If you are building a "theme" (e.g. several templates for an entire website, as opposed to a single landing page or blog template), then you should browse through several pages to ensure the header/footer elements are consistent across pages.
Identify shared sidebar modules
Next, browse through several pages and take note of which modules appear in the sidebar on ALL the pages.
The goal of this step is to identify which modules will be shared across all pages used by your template, and which will be editable on a per-page basis
Choose a naming convention
To make it easy for the user to identify which assets (templates, images, files, etc...), you should choose a "theme name", and use this in all folders/files created for this design.
For example, if the template is for your about section, you should choose "About" as the theme name.
NOTE: If a custom theme already exists, it is important to distinguish the new theme from the old. In the example above, you could choose "about_v2" as the theme name.
Create Master Template
Start by cloning an existing HubSpot template that closely resembles the page you're building. (for a full website, start with an interior page, e.g. Site Pages > 2 Column, not the homepage).
Save the template according to the naming convention you setup in step #1.
Once we have this setup, we'll clone it into other templates (e.g. 2 Column, 3 Column, Full Width, etc...)
Build Global Groups
The next step is to create a "Global Group" for your header/footer, to make these sections re-usable across pages.
NOTE: DO NOT SKIP THIS STEP.
Without global groups, you're cloning all of the individual modules into each template. When you need to make a change, you'll have to edit each of your templates and change a bunch of individual modules.
With global groups, you'll edit the "Header" group and it will change across all pages. Much easier, right?
Build Global Modules
Another important feature is the ability to make any module global. This means anything you create that can be re-used across pages should be made "global" in order to easily re-use it.
For example, if you a have a chunk of HTML (e.g. a custom search module) you can make that module "global" so it can be reused across templates.
If you find yourself about to copy/paste the same HTML more than place, create a global group/module instead.
If you're building a webpage template, you should include a flexible container in the sidebar.
This allow the person using the template (to build a specific page) to add modules directly to the page.
NOTE: If you're putting the same widget in the flexible container, you're doing it wrong. Any modules that are shared across pages should go in a global group.
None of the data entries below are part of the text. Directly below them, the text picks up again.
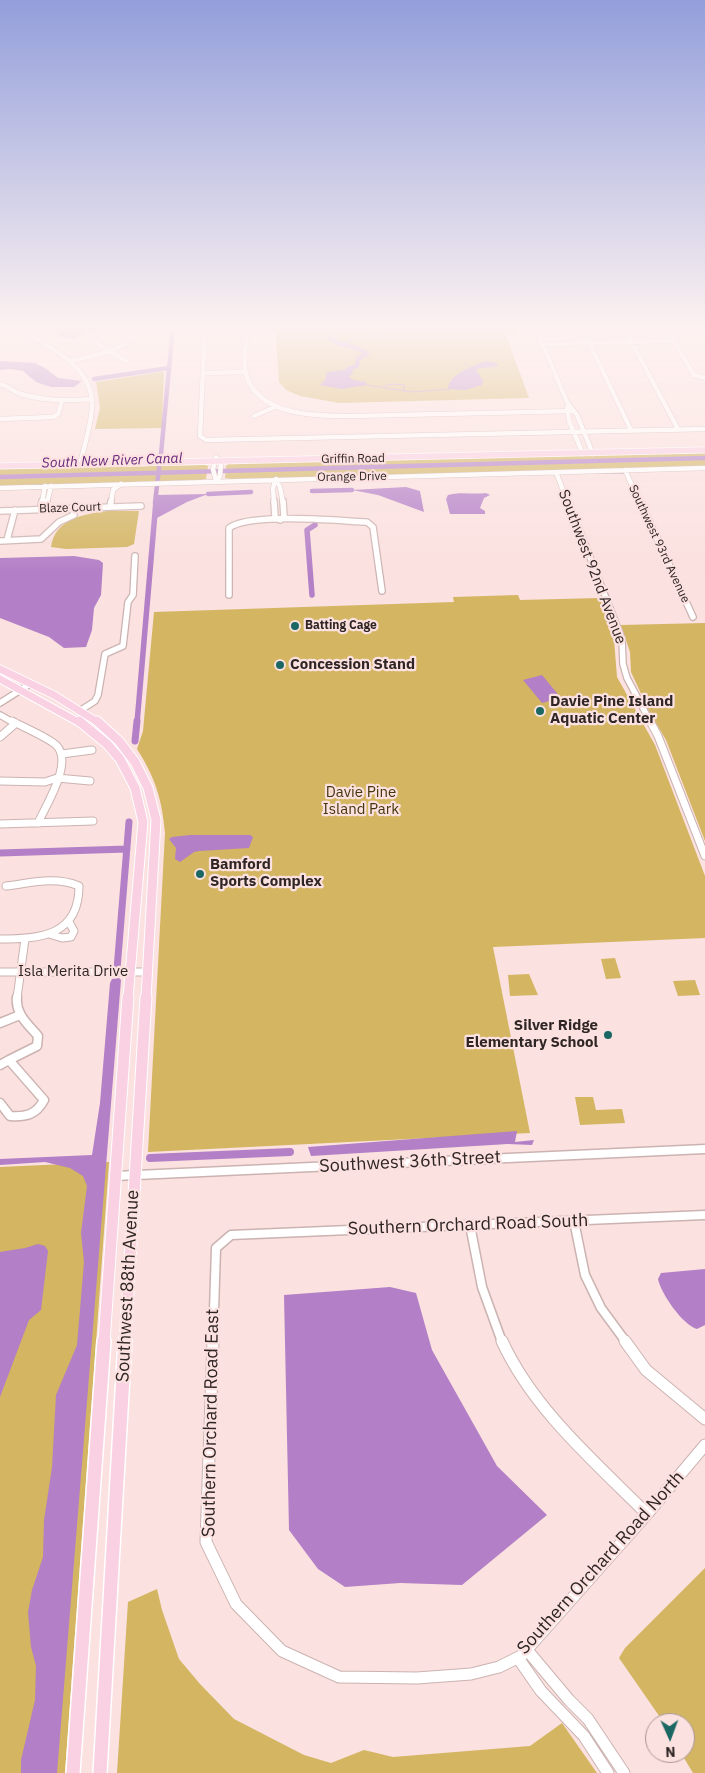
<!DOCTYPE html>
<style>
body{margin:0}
#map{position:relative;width:705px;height:1773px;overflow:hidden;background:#fbe1df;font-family:"IBM Plex Sans",sans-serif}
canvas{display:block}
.north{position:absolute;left:645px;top:1713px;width:50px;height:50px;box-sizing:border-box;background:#fbe1df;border:1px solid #a99694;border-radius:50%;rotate:178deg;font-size:14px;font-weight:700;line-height:20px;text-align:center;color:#2e2524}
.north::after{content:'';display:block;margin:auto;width:18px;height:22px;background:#1a6763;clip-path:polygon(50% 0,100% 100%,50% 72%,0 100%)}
</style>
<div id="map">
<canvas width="705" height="1773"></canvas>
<div class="north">N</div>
</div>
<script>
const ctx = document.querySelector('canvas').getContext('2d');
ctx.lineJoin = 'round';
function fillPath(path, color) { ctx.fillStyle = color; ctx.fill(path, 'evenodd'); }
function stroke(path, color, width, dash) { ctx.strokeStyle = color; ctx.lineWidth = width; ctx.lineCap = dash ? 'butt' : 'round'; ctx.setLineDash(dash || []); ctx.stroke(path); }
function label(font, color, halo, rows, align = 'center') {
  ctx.font = font + ' "IBM Plex Sans",sans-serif'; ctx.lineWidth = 4.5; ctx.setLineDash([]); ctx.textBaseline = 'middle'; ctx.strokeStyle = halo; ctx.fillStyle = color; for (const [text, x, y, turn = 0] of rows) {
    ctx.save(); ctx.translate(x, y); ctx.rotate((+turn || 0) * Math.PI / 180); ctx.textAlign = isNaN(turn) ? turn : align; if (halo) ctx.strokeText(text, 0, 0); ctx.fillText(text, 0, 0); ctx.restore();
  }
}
fillPath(new Path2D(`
 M275,326H514L518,335H506L529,398L339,403L300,396L286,390L279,382Z
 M161,372H164L162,428L95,429L100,408L96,382Z
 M705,452V467L232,479L225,478L226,466L229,463Z
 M205,465L208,466L206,479L201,480L0,486V469Z
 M108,511H139L134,544L127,547L66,549L51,547C55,519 83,514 108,511Z
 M518,595L520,600L600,598L614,640L617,677L655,745L705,876V938L493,947L530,1133L148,1152L165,833C162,799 155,777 137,749L143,731L154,612L454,602L453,597Z
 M705,623V841L666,740L649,711L631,672L630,652L621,625Z
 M615,958L621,978L606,979L601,959Z
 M529,974L538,995L510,996L508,975Z
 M695,980L700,995L678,996L673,981Z
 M575,1097H593L596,1110L622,1109L625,1123L580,1125Z
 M109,1162L65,1773H0V1167Z
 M705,1568V1773H693L681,1753H685V1723H664L619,1658L625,1648Z
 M157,1589L162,1610L179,1659L200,1684L234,1719L304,1755L331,1763L364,1750L393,1757L530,1746L562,1723L597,1773H117L128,1602Z`), '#d3b562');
fillPath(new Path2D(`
 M57,326H115L72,338H65L53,332V328Z
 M0,361L35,363L45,368L58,378L82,381L74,387H51L36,382L23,371L11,369L0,370Z
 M485,361L496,363L499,366L476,369L483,381L482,385L465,390L448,389C449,373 473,367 485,361Z
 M348,369H352L353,373L349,377L354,380L366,382L367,385L342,389L320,385L325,380L327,372Z
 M406,487L420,491L424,512L378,495L352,490Z
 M486,493L490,495L484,498L480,508L485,511V514H450L446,499L448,495C460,491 474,495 486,493Z
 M208,494L187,502L155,519V495Z
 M74,556L99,560L103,563L101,595L94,608L92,630L86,647L64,648L49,637L0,618V558Z
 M542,675L561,698L542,703L523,680Z
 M190,835H250L253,837L249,848L199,851L194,852L180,862L175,859L176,848L169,839L172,837Z
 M119,978L121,980L57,1773H21V1760L35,1700L36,1666L31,1647L28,1612L32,1590L43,1557L44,1520L52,1467L56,1395L77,1345L84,1262L81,1233L87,1186L83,1176L70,1168L45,1162L0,1165V1159L92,1155L100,1103L110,983L112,979Z
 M517,1131L515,1142L534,1140L532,1145L508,1144L311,1156L308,1147Z
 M38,1244L45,1246L48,1251L41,1310L29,1320L0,1397V1252L25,1248Z
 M705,1269V1325L697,1329C683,1325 661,1294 658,1279L661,1273Z
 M390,1287L416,1293L432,1350L497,1466L547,1515L462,1585L400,1583L345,1587L318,1569L289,1530L284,1295Z`), '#b37fc7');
stroke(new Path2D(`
 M365,337L379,334
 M340,344L362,338
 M463,363L472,368
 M367,385L413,392L450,389
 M385,386L392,384L404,385V391`), '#b37fc7', 1);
stroke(new Path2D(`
 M329,337L338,343L359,349
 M348,369L357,366L358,359L367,353L362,351
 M94,379L169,368
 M161,454L173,326
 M0,477L705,458
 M312,491L352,490
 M208,494L251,492
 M155,503L159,468`), '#b37fc7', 4.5);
stroke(new Path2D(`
 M312,595L307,530L315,525
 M137,723L156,501`), '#b37fc7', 5.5);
stroke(new Path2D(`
 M135,741L137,721
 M0,853L127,849
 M117,969L129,822`), '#b37fc7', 7);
stroke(new Path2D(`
 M150,1158L290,1152`), '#b37fc7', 8);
const minorFar4 = new Path2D(`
 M13,326C43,344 92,363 92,404C92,424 84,445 80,465
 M205,326L200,436L206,440L705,429
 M247,326C247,343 241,364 248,380C264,417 320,416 353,416L573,411
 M535,326L567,402L577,415L593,454
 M581,326L631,430
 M623,326L678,429
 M665,326L694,375L705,378
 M0,330L14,326
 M96,340L98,344L126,361
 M543,344L674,341
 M69,361C94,355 129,352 141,326
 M203,373L247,372
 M0,384C8,386 14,392 21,394C44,401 69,401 92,399
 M567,407L569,421L583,454
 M254,416L277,406
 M0,419L53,417L58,414L62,401
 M216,457L221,462L220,476L216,481L213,469Z
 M625,470L640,503
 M556,472L568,503
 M0,488L705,468
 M42,503L45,486
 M47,503L51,486
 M111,503L113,490L121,484
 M274,503L273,488L276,479L280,487L283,503`);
const minorFar3 = new Path2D(`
 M274,501L275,517L280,520L284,517L283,501
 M568,501L622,639L623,664L627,678L651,723
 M640,501L693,617
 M110,507L111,501
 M40,510L42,501
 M45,510L47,501
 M0,511L141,506
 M7,540L15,510
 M0,541L41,539L59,522L74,515L73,509
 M229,595V528C249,512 339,521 367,522L373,527L382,591
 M0,703L30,684
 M81,710L95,701L98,695L105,654L123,646L128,602L133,595L135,556
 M0,715L14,723`);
const minorFar2 = new Path2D(`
 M12,721C23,727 47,737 56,745C74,762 46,805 38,823
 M650,721L658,736L705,856
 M0,737L16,723
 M62,754L92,750
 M0,781L45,782L57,778L90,781
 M0,824L93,821
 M49,934L62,938L71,937L74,931L69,922
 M0,939C40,939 79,936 79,886C55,876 31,883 6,886
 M0,972H147
 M17,998L25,939`);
const minorFar1 = new Path2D(`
 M0,1023L20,1015
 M9,1060L37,1046L38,1036C28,1024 15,1014 17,997
 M0,1065L9,1060L44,1100C36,1115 26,1117 10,1116L0,1103
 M115,1176L705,1149
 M574,1221L585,1275L601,1308L626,1342
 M470,1225L482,1287L502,1342
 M213,1342L216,1248L231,1235L705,1215`);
const minor = new Path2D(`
 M213,1341L206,1542L236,1604L282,1651L339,1677L417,1678L471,1674L499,1667L521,1656L647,1514L705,1445
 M502,1341C533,1409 595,1462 647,1514
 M625,1341L646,1370L705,1419
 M527,1650L569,1700L588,1719L624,1773
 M518,1658L541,1691L584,1736L608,1773`);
const majorFar4 = new Path2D(`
 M0,466L705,450`);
const majorFar3 = new Path2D(`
 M0,669L54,695L99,723
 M0,679L80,723`);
const majorFar2 = new Path2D(`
 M79,721L107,744L120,759L135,788L143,822L128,998
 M97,721L119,741L135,762L148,788L156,820L146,998`);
const majorFar1 = new Path2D(`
 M104,1342L128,997
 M125,1342L146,997`);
const major = new Path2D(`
 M73,1773L104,1341
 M100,1773L125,1341`);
stroke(minorFar4, '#cbb3b1', 5.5);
stroke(minorFar3, '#cbb3b1', 8);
stroke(minorFar2, '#cbb3b1', 9);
stroke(minorFar1, '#cbb3b1', 11);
stroke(minor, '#cbb3b1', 13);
stroke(majorFar4, '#fff', 7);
stroke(majorFar3, '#fff', 9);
stroke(majorFar2, '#fff', 11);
stroke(majorFar1, '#fff', 13);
stroke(major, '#fff', 16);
stroke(minorFar4, '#fff', 4.5);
stroke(minorFar3, '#fff', 5.5);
stroke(minorFar2, '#fff', 7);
stroke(minorFar1, '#fff', 8);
stroke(minor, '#fff', 11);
stroke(majorFar4, '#fad0e3', 5.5);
stroke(majorFar3, '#fad0e3', 7);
stroke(majorFar2, '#fad0e3', 9);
stroke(majorFar1, '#fad0e3', 11);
stroke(major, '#fad0e3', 13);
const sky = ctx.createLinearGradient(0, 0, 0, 574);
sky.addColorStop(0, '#939fdb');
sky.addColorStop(0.57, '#fdf2f1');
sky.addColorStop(1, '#fdf2f100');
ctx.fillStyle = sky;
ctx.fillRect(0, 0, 705, 574);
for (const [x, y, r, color] of [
 [295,626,5,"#1a6763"],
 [280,665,5,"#1a6763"],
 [540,711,5,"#1a6763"],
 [200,874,5,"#1a6763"],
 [608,1035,5,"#1a6763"]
]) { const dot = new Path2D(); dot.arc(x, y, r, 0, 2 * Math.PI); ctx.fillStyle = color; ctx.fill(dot); stroke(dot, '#fbe1df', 2); }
label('12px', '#2e2524', '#fbe1df', [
 ["Griffin Road",353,459,-1],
 ["Orange Drive",352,477,-1],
 ["Blaze Court",70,508,-2],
 ["Southwest 93rd Avenue",659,544,65]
]);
label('bold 12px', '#2e2524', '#fbe1df', [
 ["Batting Cage",305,626]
], 'left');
label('italic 14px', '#67257c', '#fbe1df', [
 ["South New River Canal",112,461,-2]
]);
label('15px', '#2e2524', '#fbe1df', [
 ["Southwest 92nd Avenue",592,567,69],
 ["Isla Merita Drive",73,972]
]);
label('bold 15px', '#2e2524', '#fbe1df', [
 ["Concession Stand",290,665],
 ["Davie Pine Island",550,702],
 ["Aquatic Center",550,719],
 ["Bamford",210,865],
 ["Sports Complex",210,882],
 ["Silver Ridge",598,1026,"right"],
 ["Elementary School",598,1043,"right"]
], 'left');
label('15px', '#43350c', '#fbe1df', [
 ["Davie Pine",361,793],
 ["Island Park",361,810]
]);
label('18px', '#2e2524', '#fbe1df', [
 ["Southwest 36th Street",410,1162,-3],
 ["Southern Orchard Road South",468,1225,-2],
 ["Southwest 88th Avenue",128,1286,-87],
 ["Southern Orchard Road East",211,1423,-89],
 ["Southern Orchard Road North",601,1563,-48]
]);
</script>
Flexible containers should be used for one-off modules that only appear on a specific page.
You should create a sitemap (in Content Settings > Site Maps) to attach to the navigation module and populate it with items.
If you're creating a blog or landing page template, you should point the navigation to the existing pages (i.e. external URLs), otherwise you'll want to do this as part of the Site Migration walkthrough.
Create a HubSpot Style
To create a HubSpot Style from scratch:
Navigate to Template Builder
Choose Code File and Page
Choose a folder to save the file and give the file name that ends with a .css extension (e.g. custom.css)
Add any CSS code to the editor, below the automatically generated code
One of the most important things to focus on when it comes to CSS is responsive design. This means as you resize the window from desktop to tablet to mobile width, the page should adjust accordingly.
In some cases, this means clever tricks like stacking the navigation in the mobile view. We discuss these tricks in the Code Snippets section of this site.
The most important thing to test is that the content is readable across all devices.
We recommend putting custom scripts into Template Builder (so they can be easily edited with revision tracking) and read-only libraries (e.g. jQuery UI, plugins, etc...) into File Manager (where they can't be edited directly).
To reference the JS in the website, goto Page Settings and add it to Custom Header/Footer HTML.
You can either hotlink directly to existing JS, or get the URL from File Manager or Template Builder.